### [Record excerpts]
* * * * *

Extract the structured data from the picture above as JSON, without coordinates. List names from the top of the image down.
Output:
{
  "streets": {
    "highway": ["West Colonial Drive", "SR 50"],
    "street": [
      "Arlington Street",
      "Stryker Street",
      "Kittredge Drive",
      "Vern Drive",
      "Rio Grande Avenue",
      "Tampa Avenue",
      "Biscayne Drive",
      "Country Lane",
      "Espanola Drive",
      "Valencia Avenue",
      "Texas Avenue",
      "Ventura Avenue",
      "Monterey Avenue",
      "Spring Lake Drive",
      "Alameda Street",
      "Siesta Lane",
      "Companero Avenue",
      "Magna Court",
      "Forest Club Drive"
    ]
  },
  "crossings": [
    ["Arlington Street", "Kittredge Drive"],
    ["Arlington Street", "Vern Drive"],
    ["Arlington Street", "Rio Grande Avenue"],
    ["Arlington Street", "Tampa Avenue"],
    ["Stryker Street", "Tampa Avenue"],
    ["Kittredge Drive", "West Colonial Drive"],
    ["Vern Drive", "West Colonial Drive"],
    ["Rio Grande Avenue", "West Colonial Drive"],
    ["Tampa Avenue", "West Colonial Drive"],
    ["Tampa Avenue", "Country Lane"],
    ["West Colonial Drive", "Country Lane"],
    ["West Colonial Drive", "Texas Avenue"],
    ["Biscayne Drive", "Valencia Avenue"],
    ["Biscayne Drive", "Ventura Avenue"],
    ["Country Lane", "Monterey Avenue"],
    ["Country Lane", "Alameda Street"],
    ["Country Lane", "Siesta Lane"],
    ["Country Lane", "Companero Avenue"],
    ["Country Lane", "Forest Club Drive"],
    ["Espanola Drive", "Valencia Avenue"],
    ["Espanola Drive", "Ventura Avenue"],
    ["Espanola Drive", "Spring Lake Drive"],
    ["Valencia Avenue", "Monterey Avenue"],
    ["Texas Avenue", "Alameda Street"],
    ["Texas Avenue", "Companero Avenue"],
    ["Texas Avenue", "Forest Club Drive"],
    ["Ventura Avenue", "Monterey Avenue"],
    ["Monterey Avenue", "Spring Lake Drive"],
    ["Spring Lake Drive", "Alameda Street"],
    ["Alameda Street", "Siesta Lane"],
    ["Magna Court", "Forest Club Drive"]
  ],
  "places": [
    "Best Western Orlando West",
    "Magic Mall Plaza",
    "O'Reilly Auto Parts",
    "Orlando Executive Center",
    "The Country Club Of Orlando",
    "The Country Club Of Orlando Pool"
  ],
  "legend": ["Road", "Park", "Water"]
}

* * * * *

### [What you have to do]
Repeat each record word for word.

### [Solved problem]
Extract the structured data from the picture above as JSON, without coordinates. List names from the top of the image down.
Output:
{
  "streets": {
    "highway": ["West Colonial Drive", "SR 50"],
    "street": [
      "Arlington Street",
      "Stryker Street",
      "Kittredge Drive",
      "Vern Drive",
      "Rio Grande Avenue",
      "Tampa Avenue",
      "Biscayne Drive",
      "Country Lane",
      "Espanola Drive",
      "Valencia Avenue",
      "Texas Avenue",
      "Ventura Avenue",
      "Monterey Avenue",
      "Spring Lake Drive",
      "Alameda Street",
      "Siesta Lane",
      "Companero Avenue",
      "Magna Court",
      "Forest Club Drive"
    ]
  },
  "crossings": [
    ["Arlington Street", "Kittredge Drive"],
    ["Arlington Street", "Vern Drive"],
    ["Arlington Street", "Rio Grande Avenue"],
    ["Arlington Street", "Tampa Avenue"],
    ["Stryker Street", "Tampa Avenue"],
    ["Kittredge Drive", "West Colonial Drive"],
    ["Vern Drive", "West Colonial Drive"],
    ["Rio Grande Avenue", "West Colonial Drive"],
    ["Tampa Avenue", "West Colonial Drive"],
    ["Tampa Avenue", "Country Lane"],
    ["West Colonial Drive", "Country Lane"],
    ["West Colonial Drive", "Texas Avenue"],
    ["Biscayne Drive", "Valencia Avenue"],
    ["Biscayne Drive", "Ventura Avenue"],
    ["Country Lane", "Monterey Avenue"],
    ["Country Lane", "Alameda Street"],
    ["Country Lane", "Siesta Lane"],
    ["Country Lane", "Companero Avenue"],
    ["Country Lane", "Forest Club Drive"],
    ["Espanola Drive", "Valencia Avenue"],
    ["Espanola Drive", "Ventura Avenue"],
    ["Espanola Drive", "Spring Lake Drive"],
    ["Valencia Avenue", "Monterey Avenue"],
    ["Texas Avenue", "Alameda Street"],
    ["Texas Avenue", "Companero Avenue"],
    ["Texas Avenue", "Forest Club Drive"],
    ["Ventura Avenue", "Monterey Avenue"],
    ["Monterey Avenue", "Spring Lake Drive"],
    ["Spring Lake Drive", "Alameda Street"],
    ["Alameda Street", "Siesta Lane"],
    ["Magna Court", "Forest Club Drive"]
  ],
  "places": [
    "Best Western Orlando West",
    "Magic Mall Plaza",
    "O'Reilly Auto Parts",
    "Orlando Executive Center",
    "The Country Club Of Orlando",
    "The Country Club Of Orlando Pool"
  ],
  "legend": ["Road", "Park", "Water"]
}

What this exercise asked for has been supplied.